• Problem to work on: Search the records for the string "serif" and copy every line where it turns up.

• Dataset records:
·····
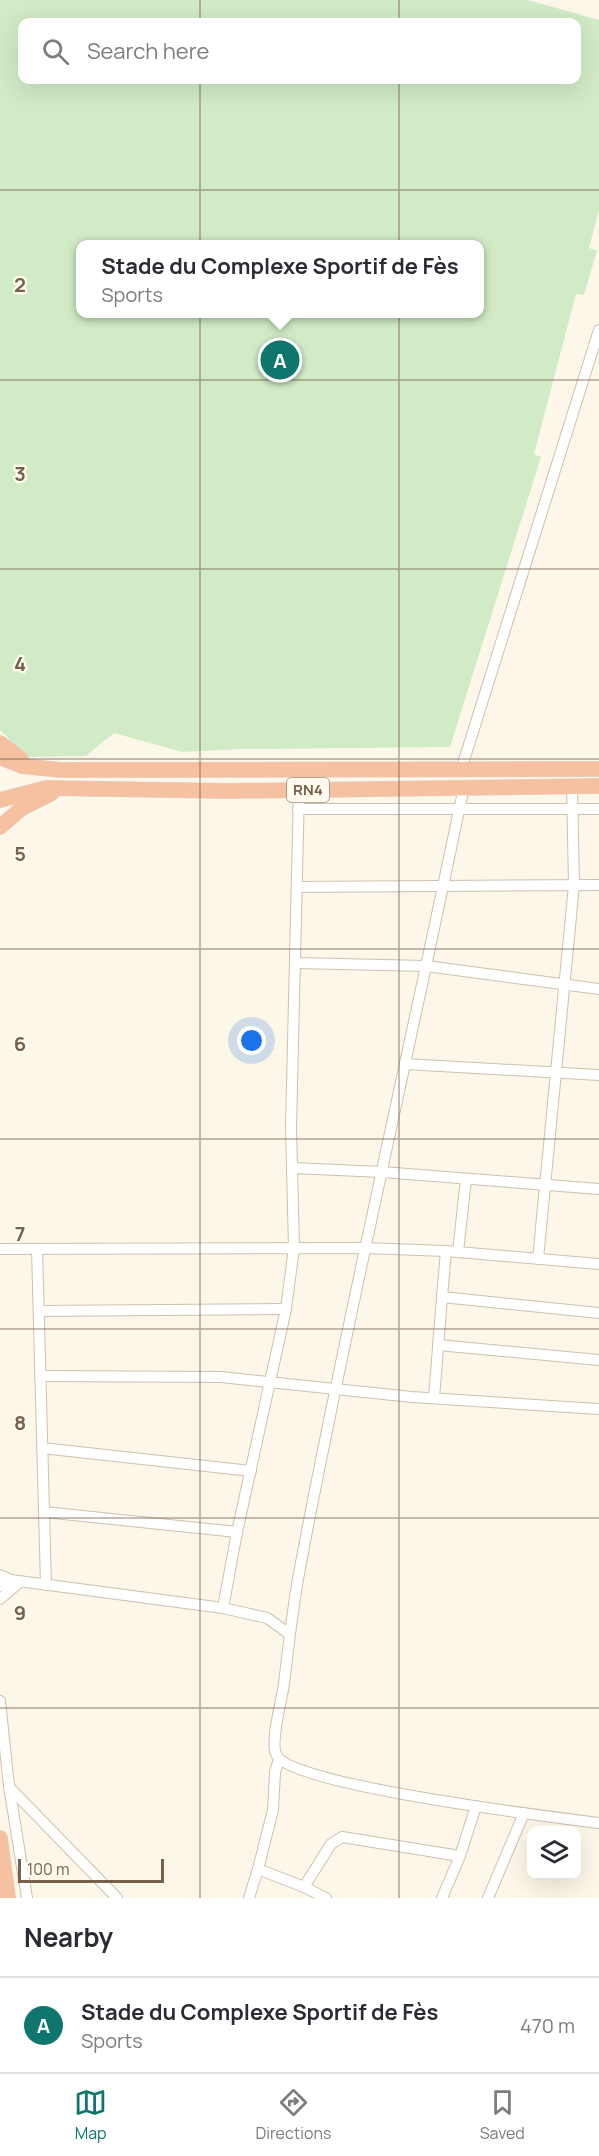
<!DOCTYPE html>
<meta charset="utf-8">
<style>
:root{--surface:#fff;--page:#f2f2f3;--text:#2b2b33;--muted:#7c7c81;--line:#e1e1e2;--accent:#0f766e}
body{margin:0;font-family:Manrope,sans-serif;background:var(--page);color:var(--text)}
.controls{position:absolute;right:18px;bottom:18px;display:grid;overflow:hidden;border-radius:12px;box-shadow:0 6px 24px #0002}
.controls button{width:54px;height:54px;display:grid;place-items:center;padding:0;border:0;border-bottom:2px solid var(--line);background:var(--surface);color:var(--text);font:30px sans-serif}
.scale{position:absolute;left:18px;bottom:15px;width:146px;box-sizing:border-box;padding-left:6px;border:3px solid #77614c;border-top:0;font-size:16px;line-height:21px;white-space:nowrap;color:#77614c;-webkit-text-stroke:4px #fffbef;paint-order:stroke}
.you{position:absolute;left:252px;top:1041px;width:21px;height:21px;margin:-15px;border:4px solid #fff;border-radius:50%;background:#1a73e8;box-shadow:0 0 0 9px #1a73e833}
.badge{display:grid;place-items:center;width:39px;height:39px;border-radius:50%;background:var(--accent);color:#fff;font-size:20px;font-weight:700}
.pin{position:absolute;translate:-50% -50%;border:3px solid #fff;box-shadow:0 2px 6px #0006}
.popup{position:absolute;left:76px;top:240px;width:408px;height:78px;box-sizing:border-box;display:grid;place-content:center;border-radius:12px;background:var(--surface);filter:drop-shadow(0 2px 4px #0005);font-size:20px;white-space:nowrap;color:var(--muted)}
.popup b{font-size:22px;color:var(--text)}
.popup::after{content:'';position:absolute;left:50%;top:100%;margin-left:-12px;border:12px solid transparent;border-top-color:var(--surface)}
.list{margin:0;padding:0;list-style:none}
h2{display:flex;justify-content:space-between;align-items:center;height:78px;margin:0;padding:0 24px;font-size:26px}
h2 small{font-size:20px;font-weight:400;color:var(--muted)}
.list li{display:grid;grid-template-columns:39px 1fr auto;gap:18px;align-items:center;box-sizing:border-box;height:96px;padding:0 24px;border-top:2px solid var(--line)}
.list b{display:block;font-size:22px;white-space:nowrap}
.list p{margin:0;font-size:20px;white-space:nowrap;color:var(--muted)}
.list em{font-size:20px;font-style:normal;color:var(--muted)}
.icon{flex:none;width:33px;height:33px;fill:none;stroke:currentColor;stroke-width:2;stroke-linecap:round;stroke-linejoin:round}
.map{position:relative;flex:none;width:599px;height:1898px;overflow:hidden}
.search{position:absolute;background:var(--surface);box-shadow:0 6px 24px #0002;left:18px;right:18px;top:18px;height:66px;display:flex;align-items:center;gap:15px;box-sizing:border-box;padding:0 21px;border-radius:12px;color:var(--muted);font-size:22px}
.sheet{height:174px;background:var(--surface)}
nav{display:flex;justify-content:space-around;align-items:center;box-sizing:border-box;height:84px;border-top:2px solid var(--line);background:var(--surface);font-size:16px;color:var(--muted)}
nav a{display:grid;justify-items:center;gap:3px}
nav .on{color:var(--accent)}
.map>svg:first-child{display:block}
</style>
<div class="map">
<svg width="599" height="1898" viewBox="0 0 599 1898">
<rect width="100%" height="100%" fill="#fdf7e9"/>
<path fill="#d1ebc6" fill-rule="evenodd" d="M0,0H528L599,20V210L589,248L597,251L584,295L576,294L534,454L541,457L450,747L241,749L182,752L114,733L86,756L27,757L0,730ZM22,22H576V80H22ZM80,244H479V314H80Z"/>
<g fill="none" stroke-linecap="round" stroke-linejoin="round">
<g stroke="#cfc0ae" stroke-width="12">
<g id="minor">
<path d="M461,770L599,330"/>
<path d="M464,787C437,915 410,1042 382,1170C353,1306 323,1442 298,1579C292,1614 288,1649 284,1684C282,1700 269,1744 277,1756C295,1786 552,1817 599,1823"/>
<path d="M298,809H599"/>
<path d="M297,887L599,885"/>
<path d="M296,963L426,966L599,989"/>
<path d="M405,1064L599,1075"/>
<path d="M293,1168L382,1172L599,1189"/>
<path d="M0,1249L365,1248L446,1251L599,1264"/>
<path d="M37,1249L46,1585"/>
<path d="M458,1252L466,1179"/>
<path d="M538,1259L574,885L572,786"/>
<path d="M442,1297L446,1251"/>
<path d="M40,1311L286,1309"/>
<path d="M438,1345L599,1360"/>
<path d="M40,1376L221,1377L412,1397L599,1409"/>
<path d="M434,1398L442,1297L599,1313"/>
<path d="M42,1448L251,1471"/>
<path d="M44,1512L237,1532"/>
<path d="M0,1575L11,1580L223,1608L267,1618L288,1633"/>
<path d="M0,1586L11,1580"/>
<path d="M0,1599L20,1582"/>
<path d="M223,1608L237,1532L286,1309L294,1248L291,1127L299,790"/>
<path d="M0,1701L9,1786L27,1898"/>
<path d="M279,1759L275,1772L273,1810L258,1869L304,1887"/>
<path d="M9,1787L117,1898"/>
<path d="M249,1898L258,1869"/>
<path d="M326,1898L304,1887L331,1844L342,1837L460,1856"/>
<path d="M442,1898L460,1856L476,1806"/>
<path d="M488,1898L524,1813"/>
</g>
</g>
<g stroke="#dcd6d0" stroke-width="16">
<g id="highway">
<path d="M0,743L21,759"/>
<path d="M0,757L22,766L60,770L599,769"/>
<path d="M0,800L46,788L227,791L599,786"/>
<path d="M0,827L22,808L52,793"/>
<path d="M0,1838L8,1898"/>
</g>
</g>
<use href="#minor" stroke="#fff" stroke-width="10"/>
<use href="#highway" stroke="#f6c1a0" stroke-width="15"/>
</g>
<path fill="none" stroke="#77614c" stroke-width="1.5" stroke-opacity="0.55" d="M200,0V22M399,0V22M200,80V1898M399,80V1898M0,190H599M0,380H599M0,569H599M0,759H599M0,949H599M0,1139H599M0,1329H599M0,1518H599M0,1708H599"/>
<g text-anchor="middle" stroke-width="4.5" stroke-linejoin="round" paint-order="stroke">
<rect fill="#fffbef" stroke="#a08f7d" stroke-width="1.5" x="287" y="778" width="42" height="24" rx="4.5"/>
<g font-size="15" font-weight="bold" fill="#77614c">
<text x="308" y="795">RN4</text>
</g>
</g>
<g font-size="20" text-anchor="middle" font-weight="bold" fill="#77614c" stroke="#fffbef" stroke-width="4.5" stroke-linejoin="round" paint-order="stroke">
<text x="20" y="292">2</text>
<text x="20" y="481">3</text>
<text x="20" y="671">4</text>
<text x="20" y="861">5</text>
<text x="20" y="1051">6</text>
<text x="20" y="1241">7</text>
<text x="20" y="1430">8</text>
<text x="20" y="1620">9</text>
</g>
</svg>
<div class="controls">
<button><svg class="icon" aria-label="layers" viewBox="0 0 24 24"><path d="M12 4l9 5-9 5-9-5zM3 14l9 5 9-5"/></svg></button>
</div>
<div class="scale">100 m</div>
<div class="you"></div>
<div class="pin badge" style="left:280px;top:360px">A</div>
<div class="popup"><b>Stade du Complexe Sportif de Fès</b>Sports</div>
<div class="search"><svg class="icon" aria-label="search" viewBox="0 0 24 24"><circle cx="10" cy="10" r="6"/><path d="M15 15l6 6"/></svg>Search here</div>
</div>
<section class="sheet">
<h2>Nearby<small></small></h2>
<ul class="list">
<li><span class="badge">A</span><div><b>Stade du Complexe Sportif de Fès</b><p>Sports</p></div><em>470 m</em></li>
</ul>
</section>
<nav>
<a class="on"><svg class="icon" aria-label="map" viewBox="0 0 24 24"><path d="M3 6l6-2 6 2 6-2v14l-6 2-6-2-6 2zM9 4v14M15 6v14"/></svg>Map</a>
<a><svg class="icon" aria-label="directions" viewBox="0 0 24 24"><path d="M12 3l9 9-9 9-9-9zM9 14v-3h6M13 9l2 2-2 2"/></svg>Directions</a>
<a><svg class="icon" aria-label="saved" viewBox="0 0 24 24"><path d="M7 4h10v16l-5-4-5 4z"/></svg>Saved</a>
</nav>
·····
• Output below:
body{margin:0;font-family:Manrope,sans-serif;background:var(--page);color:var(--text)}
.controls button{width:54px;height:54px;display:grid;place-items:center;padding:0;border:0;border-bottom:2px solid var(--line);background:var(--surface);color:var(--text);font:30px sans-serif}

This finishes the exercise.